After that came a bunch of people running for local offices that you have probably never heard of. I know I certainly had not and I actually follow politics. I ended up voting Republican again in all these, since there were a couple of proposals on the ballot that I was in favor of that I knew Democratic legislators would never get behind.

I finally voted for my first Democrat when it came to the University of Michigan’s Board of Regents. I can’t for the life of me remember who it was but I do know that her name sounded really hot. Heaven help her if she messes up my favorite football team.

Finally came the proposals. These were much easier since I had done a lot of research on them. I voted for keeping conservation and recreation money dedicated to conservation. Anything to keep the trees standing since I need them for cover when I’m shooting animals. I voted for repealing affirmative action programs in Michigan. People should be accepted for employment based solely upon their qualifications and character, not gender, race or religion. After thirty years of special considerations, government programs and reverse discrimination, if a candidate lacks qualifications and character, its their problem, not his potential employer’s. I also voted for hunting mourning doves. Mainly because they have a habit of shitting on my car.

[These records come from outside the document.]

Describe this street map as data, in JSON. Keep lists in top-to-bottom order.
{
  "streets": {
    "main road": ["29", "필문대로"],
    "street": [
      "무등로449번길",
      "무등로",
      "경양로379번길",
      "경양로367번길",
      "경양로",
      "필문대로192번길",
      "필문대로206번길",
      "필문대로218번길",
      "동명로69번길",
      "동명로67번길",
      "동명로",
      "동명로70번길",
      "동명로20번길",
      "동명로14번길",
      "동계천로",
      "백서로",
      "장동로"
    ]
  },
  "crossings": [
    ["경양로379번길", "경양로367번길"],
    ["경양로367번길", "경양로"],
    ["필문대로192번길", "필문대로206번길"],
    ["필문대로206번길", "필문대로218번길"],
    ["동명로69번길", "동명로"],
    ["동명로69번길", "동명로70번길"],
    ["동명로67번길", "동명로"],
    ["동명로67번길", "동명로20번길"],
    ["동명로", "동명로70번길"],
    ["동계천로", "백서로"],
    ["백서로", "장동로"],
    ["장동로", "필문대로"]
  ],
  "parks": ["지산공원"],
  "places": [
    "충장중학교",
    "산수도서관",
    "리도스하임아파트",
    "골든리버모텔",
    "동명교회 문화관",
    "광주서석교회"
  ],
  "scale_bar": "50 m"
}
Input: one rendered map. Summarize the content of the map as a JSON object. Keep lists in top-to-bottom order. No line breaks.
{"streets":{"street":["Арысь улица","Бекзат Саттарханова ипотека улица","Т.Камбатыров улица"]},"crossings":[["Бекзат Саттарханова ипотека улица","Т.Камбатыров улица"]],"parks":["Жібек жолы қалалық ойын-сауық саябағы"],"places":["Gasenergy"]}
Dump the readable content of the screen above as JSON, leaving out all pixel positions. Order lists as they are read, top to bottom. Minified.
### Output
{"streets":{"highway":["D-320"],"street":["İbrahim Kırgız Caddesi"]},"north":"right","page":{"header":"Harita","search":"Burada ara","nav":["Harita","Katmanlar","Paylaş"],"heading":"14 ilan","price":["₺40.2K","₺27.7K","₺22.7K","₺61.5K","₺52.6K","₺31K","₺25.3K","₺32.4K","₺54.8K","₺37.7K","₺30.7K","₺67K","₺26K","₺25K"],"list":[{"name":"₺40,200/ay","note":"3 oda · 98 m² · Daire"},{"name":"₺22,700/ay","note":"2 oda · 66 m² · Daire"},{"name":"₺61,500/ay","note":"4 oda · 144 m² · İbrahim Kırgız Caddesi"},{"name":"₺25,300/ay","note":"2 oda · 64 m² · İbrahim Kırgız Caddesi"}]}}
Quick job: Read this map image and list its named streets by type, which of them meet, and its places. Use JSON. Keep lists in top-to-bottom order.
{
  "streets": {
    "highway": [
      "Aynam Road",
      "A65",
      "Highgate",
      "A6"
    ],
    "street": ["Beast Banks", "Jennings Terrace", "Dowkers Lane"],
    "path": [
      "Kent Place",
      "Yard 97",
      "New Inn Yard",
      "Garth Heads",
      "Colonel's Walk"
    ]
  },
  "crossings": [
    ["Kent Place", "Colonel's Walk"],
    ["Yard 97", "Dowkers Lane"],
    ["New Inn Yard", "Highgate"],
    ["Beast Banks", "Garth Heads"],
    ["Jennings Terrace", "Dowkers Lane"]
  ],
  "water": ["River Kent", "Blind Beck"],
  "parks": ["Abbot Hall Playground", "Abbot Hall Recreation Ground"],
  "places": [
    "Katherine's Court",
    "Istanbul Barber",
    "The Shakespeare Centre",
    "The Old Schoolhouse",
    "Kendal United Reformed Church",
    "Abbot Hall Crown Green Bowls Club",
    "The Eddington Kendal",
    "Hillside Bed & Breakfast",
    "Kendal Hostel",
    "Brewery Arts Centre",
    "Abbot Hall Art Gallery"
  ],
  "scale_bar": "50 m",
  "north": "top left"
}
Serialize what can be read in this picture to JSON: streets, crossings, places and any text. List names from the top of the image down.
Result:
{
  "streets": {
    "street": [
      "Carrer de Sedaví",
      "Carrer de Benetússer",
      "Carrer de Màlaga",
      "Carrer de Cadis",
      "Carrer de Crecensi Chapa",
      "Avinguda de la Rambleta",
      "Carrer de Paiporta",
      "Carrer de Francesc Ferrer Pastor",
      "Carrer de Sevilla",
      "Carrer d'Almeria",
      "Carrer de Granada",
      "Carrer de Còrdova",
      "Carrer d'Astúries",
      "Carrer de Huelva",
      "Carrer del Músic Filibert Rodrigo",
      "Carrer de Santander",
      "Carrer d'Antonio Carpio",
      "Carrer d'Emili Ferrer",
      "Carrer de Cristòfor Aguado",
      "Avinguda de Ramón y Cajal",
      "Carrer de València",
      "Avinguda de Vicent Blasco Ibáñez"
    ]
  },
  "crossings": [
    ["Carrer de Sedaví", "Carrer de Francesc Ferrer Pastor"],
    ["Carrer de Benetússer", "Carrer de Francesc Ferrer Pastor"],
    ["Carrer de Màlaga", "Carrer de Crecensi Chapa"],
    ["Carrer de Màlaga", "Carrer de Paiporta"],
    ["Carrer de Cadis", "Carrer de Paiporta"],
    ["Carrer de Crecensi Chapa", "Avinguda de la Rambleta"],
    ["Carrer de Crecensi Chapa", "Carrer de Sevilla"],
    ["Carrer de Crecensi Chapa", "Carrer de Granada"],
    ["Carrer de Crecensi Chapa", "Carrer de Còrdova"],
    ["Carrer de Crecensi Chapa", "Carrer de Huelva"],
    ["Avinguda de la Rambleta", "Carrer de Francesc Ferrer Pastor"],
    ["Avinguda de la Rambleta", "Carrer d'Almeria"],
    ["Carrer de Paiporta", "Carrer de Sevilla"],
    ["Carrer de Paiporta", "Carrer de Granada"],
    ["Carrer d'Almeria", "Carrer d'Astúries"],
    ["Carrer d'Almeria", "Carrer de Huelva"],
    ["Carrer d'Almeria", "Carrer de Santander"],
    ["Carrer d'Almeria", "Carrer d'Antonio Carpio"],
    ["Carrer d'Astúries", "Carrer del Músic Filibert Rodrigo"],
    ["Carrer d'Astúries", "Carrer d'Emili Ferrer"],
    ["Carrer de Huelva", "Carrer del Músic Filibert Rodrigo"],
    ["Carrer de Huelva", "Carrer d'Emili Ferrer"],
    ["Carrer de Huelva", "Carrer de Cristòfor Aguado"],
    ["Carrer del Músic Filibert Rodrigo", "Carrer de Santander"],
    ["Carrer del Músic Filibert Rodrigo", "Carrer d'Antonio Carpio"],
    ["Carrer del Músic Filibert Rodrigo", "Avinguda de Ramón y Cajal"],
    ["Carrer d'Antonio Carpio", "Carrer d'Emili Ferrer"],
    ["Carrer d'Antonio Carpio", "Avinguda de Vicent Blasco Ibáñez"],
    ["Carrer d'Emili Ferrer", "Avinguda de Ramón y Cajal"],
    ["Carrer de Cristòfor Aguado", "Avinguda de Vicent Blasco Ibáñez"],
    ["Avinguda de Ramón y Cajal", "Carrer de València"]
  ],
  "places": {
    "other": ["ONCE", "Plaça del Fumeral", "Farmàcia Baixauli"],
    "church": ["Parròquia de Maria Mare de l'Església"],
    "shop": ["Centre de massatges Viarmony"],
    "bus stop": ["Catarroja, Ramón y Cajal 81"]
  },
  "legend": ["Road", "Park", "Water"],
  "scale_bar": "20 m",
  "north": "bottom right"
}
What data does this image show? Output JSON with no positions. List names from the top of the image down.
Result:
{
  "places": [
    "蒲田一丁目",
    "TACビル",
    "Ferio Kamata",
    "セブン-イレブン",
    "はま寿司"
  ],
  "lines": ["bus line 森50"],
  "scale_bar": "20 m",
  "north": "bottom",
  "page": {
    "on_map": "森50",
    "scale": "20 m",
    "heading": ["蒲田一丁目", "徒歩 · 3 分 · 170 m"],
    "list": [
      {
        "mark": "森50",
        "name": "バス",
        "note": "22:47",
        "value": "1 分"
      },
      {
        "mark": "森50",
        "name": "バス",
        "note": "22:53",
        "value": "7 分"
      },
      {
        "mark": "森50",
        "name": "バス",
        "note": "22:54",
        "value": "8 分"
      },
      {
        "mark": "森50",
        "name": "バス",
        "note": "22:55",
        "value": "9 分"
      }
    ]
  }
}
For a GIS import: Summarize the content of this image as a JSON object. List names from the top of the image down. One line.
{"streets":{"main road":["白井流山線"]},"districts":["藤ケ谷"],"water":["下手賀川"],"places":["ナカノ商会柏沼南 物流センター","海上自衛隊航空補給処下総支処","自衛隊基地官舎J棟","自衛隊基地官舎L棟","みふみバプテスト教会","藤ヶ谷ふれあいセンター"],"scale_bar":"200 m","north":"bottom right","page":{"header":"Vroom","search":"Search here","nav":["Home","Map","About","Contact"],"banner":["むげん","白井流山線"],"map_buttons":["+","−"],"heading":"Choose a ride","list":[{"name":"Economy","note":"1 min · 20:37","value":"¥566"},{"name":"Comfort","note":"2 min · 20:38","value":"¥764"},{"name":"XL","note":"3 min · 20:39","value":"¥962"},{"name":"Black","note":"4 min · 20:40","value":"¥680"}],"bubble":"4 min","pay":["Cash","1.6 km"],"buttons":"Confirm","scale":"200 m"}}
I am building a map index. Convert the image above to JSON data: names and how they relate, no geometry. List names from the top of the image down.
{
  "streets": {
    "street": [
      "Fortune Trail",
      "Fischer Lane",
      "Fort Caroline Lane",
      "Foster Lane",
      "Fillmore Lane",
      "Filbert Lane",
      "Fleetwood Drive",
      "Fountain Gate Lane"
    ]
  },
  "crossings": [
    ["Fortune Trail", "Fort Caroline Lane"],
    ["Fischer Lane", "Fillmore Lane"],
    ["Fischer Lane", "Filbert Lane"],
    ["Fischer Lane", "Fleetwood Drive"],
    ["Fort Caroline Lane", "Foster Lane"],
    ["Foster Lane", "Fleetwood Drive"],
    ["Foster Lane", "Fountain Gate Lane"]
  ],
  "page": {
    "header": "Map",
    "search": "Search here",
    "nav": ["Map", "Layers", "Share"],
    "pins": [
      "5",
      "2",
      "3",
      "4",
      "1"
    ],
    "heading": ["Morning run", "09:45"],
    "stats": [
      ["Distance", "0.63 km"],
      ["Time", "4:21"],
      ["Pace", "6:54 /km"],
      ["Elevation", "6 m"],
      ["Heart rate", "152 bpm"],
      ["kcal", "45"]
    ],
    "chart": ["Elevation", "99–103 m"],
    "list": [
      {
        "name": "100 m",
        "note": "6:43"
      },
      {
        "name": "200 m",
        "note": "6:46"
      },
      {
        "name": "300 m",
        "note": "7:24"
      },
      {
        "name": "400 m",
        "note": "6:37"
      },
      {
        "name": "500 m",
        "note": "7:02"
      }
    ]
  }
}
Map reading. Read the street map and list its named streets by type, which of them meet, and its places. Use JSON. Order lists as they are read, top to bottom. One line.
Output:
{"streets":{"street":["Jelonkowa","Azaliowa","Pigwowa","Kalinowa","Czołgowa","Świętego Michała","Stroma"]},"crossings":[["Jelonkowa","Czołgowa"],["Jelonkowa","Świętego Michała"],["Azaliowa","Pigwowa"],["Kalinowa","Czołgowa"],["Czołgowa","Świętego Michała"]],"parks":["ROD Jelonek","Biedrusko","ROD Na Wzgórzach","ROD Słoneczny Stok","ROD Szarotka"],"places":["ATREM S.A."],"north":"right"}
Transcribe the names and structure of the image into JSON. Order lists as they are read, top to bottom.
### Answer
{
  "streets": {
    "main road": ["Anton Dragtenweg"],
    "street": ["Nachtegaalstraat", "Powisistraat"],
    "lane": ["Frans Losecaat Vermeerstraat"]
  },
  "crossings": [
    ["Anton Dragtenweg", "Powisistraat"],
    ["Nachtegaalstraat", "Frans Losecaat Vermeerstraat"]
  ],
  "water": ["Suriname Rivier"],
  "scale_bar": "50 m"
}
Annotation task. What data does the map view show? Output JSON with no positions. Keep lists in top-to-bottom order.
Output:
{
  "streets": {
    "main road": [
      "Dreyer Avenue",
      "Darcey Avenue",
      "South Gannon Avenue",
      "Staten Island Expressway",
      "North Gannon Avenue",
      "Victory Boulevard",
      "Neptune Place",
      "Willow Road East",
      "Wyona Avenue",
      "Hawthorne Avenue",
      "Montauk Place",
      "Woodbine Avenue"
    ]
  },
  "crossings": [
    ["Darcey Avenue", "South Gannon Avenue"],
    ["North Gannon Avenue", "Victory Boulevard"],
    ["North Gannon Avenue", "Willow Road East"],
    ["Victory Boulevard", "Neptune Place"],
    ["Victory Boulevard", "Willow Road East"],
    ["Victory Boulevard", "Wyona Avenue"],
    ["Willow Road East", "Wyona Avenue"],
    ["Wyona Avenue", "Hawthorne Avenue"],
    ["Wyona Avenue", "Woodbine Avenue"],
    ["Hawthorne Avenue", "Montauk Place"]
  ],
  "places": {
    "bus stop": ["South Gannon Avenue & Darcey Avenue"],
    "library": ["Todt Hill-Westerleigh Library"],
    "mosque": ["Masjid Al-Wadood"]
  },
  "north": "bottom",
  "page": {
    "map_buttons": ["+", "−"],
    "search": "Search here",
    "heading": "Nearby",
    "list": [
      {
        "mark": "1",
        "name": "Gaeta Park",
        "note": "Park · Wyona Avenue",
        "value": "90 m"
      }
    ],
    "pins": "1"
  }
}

When I woke up this morning, I found that nothing I voted for, with the exception of the affirmative action repeal, actually won. Strangely, I was not very upset about it. Republicans lost the house and my gut is telling me that they’ll probably lose the Senate. Frankly, they deserved to so it’s hard to be bothered by it. Unfortunately, the Democrats do not deserve to win it and I am bothered by that. I think I am going to change the direction of The JEP Report back to political commentary as a result and focus upon exposing the incompetent arrogance of incumbent politicians and supporting those politicians using common sense in legislation. Besides it would give me more things to write about.

Anyway, hope you all had a good election and got what you wanted. I pray that next year we’ll have candidates that we want to vote FOR instead of being stuck with two choices that leave a taste in our mouths reminiscent of a midnight snack liberated from the cat’s litter box.
I would be interested in hearing your thoughts about how the election went in your part of the country, or, if you are not from the US, what your thoughts are on how things went.